A Fistful of Charms by Kim Harrison (review)

A Fistful of Charms
Kim Harrison

Review by Carolyn Hill

In A Fistful of Charms, the fourth book in Kim Harrison’s Hallows series, Rachel Morgan and her partners must rescue Jenks’s son, who has been drawn into Nick Sparagmos’s theft of a dangerous artifact that could cause all-out war between werewolves and vampires.

Rachel and her partners—Jenks, a four-inch pixy warrior, and Ivy, a practicing vampire—are pushed beyond their physical and emotional limits as they leave the familiar confines of Cincinnati for a small town in the north. Jenks allows Rachel to turn him six-feet tall so that he will survive the journey, but being taller doesn’t protect him from the vagaries of father-son relationships and issues of aging as he nears the end of his natural life. Ivy follows Rachel out of love and friendship, but in leaving the big city she tosses aside the constraints that the master vampire Piscary has placed on her and, thus, risks losing all that she holds most dear. And Rachel repeatedly steps over lines she has drawn for herself, making heavy use of demon magic, becoming a wolf to survive combat against the Weres, and embracing her adrenaline-junky appetites.

Ivy and Jenks play larger roles in this book than in the preceding, both in the action portions of the plot and in the emotional arc of the novel.

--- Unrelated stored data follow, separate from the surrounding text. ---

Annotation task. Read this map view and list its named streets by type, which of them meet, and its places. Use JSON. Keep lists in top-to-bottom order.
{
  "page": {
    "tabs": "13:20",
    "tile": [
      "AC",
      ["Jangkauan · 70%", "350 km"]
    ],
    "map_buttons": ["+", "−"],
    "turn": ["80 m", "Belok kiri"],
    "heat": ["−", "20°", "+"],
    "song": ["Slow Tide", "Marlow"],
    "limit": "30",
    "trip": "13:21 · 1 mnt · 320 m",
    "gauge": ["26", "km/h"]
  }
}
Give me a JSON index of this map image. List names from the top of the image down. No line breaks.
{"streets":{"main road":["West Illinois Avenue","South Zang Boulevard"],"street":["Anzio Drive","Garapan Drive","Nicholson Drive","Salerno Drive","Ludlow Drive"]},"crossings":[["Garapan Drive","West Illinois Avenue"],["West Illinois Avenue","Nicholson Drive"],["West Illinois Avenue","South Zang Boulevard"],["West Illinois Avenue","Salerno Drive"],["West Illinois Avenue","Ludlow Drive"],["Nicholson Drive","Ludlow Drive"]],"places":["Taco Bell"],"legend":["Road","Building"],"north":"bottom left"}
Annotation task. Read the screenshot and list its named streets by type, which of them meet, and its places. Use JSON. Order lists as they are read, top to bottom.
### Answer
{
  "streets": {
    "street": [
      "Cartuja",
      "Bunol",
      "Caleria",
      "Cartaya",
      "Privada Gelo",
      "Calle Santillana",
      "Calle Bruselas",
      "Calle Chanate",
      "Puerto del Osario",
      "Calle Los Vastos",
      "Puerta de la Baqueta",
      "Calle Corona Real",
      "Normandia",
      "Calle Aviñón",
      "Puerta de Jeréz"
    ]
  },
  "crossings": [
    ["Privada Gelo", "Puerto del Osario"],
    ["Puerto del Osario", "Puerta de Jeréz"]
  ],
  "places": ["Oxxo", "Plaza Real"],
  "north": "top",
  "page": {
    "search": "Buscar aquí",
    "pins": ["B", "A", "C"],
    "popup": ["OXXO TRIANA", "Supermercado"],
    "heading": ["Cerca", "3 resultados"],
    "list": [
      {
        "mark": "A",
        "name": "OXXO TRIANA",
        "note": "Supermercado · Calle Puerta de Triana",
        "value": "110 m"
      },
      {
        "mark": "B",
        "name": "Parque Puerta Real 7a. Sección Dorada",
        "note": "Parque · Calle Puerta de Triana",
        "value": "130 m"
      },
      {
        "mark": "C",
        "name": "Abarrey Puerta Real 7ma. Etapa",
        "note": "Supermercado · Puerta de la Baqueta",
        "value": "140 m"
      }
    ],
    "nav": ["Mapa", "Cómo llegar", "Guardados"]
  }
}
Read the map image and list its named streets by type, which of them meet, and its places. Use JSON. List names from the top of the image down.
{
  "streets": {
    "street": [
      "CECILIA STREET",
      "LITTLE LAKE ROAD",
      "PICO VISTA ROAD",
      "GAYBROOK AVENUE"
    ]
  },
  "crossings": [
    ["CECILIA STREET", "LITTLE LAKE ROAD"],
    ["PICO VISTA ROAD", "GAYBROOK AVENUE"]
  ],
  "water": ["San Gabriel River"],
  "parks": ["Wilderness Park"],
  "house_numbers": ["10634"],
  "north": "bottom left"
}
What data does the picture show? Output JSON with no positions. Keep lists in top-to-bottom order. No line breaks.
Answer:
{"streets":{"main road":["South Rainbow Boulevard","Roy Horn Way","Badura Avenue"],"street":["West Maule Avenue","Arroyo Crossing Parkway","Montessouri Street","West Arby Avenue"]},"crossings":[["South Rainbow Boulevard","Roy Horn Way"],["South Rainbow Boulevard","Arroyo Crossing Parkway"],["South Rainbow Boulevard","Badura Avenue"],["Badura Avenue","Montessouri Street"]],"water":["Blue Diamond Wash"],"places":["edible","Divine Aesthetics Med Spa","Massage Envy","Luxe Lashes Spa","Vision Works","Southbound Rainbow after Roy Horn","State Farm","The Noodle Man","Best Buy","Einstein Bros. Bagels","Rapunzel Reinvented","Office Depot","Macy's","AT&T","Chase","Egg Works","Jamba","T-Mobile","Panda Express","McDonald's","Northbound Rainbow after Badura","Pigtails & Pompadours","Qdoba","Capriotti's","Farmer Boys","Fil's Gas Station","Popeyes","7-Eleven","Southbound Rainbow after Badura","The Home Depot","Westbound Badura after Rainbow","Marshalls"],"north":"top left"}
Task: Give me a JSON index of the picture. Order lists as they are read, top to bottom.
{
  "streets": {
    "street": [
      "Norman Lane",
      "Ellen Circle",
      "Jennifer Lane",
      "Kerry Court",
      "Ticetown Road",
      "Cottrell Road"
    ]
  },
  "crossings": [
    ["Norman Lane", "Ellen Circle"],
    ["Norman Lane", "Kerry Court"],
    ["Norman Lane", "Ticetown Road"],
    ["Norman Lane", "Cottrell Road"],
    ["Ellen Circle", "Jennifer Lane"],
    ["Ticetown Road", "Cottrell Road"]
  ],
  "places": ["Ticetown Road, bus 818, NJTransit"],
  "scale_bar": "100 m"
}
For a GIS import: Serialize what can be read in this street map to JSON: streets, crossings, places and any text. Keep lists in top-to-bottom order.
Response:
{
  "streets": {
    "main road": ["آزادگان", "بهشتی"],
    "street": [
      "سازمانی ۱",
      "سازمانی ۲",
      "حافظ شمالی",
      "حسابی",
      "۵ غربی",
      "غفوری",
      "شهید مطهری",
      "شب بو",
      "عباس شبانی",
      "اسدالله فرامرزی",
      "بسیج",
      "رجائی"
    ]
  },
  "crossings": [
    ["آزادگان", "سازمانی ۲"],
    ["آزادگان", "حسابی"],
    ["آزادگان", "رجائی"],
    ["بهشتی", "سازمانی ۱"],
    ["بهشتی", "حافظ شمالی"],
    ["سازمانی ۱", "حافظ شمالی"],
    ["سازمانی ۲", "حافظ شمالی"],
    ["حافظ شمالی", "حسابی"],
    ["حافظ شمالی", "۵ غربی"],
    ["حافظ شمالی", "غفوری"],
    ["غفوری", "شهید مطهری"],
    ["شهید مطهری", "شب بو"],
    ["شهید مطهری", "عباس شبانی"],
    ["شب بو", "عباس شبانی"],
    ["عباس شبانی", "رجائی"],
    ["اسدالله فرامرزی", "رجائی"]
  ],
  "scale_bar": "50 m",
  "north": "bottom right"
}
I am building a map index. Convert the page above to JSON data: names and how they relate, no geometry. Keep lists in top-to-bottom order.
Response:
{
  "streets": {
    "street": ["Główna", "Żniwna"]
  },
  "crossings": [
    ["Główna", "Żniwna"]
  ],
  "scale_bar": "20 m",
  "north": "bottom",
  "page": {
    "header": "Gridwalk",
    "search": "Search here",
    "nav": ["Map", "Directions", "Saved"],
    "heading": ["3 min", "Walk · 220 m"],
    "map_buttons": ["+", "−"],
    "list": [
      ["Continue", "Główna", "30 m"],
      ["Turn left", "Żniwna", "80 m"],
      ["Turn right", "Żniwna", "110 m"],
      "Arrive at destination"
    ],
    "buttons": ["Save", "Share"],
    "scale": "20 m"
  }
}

A Fistful of Charms offers satisfying resolutions to several conflicts in their relationships with Rachel, and readers come to see why these three individuals make such a solid team. In particular, we come to understand Ivy more fully—and those who have been rooting for her will have much to celebrate as Rachel makes a fateful decision.

In exploring the explosive consequences of events in the first three books, A Fistful of Charms takes the three partners deeper into the dark and closer to the truth.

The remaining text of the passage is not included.